Primary source volumes from the Royal Historical Society’s Camden Series

To mark the 150th anniversary of the Royal Historical Society, Cambridge University Press are making a selection of ten volumes from the Camden Series freely available to researchers until the end of the year. The Camden Series is the cornerstone of the RHS publications, with two volumes published each year, making over 325 volumes to date. It is a collection of scholarly editions of primary sources and important but previously unpublished texts on British history, each accompanied by an expert commentary. The volumes provide an invaluable resource for historians and other scholars, as well as providing a significant bank of primary material for students, especially for dissertation work.

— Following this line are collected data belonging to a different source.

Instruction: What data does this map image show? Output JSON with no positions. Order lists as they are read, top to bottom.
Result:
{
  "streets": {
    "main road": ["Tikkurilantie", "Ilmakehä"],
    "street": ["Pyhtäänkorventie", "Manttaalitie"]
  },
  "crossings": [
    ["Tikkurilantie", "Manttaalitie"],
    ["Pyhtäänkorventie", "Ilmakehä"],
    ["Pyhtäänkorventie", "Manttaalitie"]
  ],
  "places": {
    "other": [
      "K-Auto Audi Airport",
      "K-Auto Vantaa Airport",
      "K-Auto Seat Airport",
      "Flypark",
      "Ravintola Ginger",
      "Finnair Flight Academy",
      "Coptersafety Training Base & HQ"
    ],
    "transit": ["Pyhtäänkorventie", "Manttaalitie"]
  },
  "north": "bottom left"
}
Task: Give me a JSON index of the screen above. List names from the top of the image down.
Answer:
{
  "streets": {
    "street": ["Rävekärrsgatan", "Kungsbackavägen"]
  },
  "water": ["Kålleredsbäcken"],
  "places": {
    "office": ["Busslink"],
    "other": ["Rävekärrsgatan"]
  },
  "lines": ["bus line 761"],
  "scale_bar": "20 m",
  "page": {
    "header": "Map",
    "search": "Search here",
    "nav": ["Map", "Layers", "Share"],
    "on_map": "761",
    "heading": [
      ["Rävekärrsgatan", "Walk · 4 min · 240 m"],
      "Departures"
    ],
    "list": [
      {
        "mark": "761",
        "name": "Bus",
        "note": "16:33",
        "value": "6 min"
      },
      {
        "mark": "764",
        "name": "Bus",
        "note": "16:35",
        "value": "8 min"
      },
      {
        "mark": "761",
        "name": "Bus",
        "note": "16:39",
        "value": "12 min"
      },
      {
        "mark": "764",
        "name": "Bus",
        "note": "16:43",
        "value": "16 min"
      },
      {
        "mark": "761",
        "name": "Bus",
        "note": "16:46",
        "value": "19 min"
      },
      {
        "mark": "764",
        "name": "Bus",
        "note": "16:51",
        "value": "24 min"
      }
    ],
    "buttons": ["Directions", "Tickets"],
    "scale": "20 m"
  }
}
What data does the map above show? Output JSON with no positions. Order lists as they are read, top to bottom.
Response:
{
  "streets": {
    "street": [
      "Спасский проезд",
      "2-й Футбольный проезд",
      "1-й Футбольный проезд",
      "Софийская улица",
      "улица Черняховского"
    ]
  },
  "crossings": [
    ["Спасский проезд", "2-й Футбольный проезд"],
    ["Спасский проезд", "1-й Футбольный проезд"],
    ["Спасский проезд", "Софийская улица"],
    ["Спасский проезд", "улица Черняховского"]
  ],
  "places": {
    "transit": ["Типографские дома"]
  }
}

The series was started in 1838 by the Camden Society, which was founded ‘for the publication of early historical and literary remains’. The Society had published over 160 volumes before it merged with the RHS in the late nineteenth century. The first volumes ‘following the amalgamation’ of the Camden Society with the RHS appeared in 1897. They were the third volume of The Nicholas Papers edited by George F. Warner – the correspondence of Sir Edward Nicholas, secretary of state to Charles I and Charles II – and the second volume of Thomas Graves Law’s The Archpriest Controversy relating to Catholic missionary priests in late Elizabethan England. Ian Archer, a former RHS Literary Director, discusses the history and range of the Camden series in an article on the Society’s publications in the forthcoming issue of Transactions of the Royal Historical Society.

Under the auspices of the RHS, the chronological coverage of the Camden Series expanded beyond the initial focus on the medieval and early modern period to embrace, initially, the eighteenth and nineteenth centuries. The early twentieth century saw the publication of the correspondence of the ambassador to Catherine the Great (1900, 1902); despatches from Paris on the eve of the French Revolution (1909, 1910); Foreign Office records on a coalition against Napoleon (1904). These diplomatic volumes appeared alongside the more traditional Camden fare such as State Trials of the reign of Edward the First, 1289–1293 (1906) and The Diary of the Rev. Ralph Josselin, 1616–1683 (1908). From the 1980s, the series has included volumes on twentieth-century British history, such as diaries and papers relating to the politicians Austen Chamberlain (1995) and Cuthbert Headlam (1999) as well as the journalists Collin Brooks (1998) and A.L. Kennedy (2000).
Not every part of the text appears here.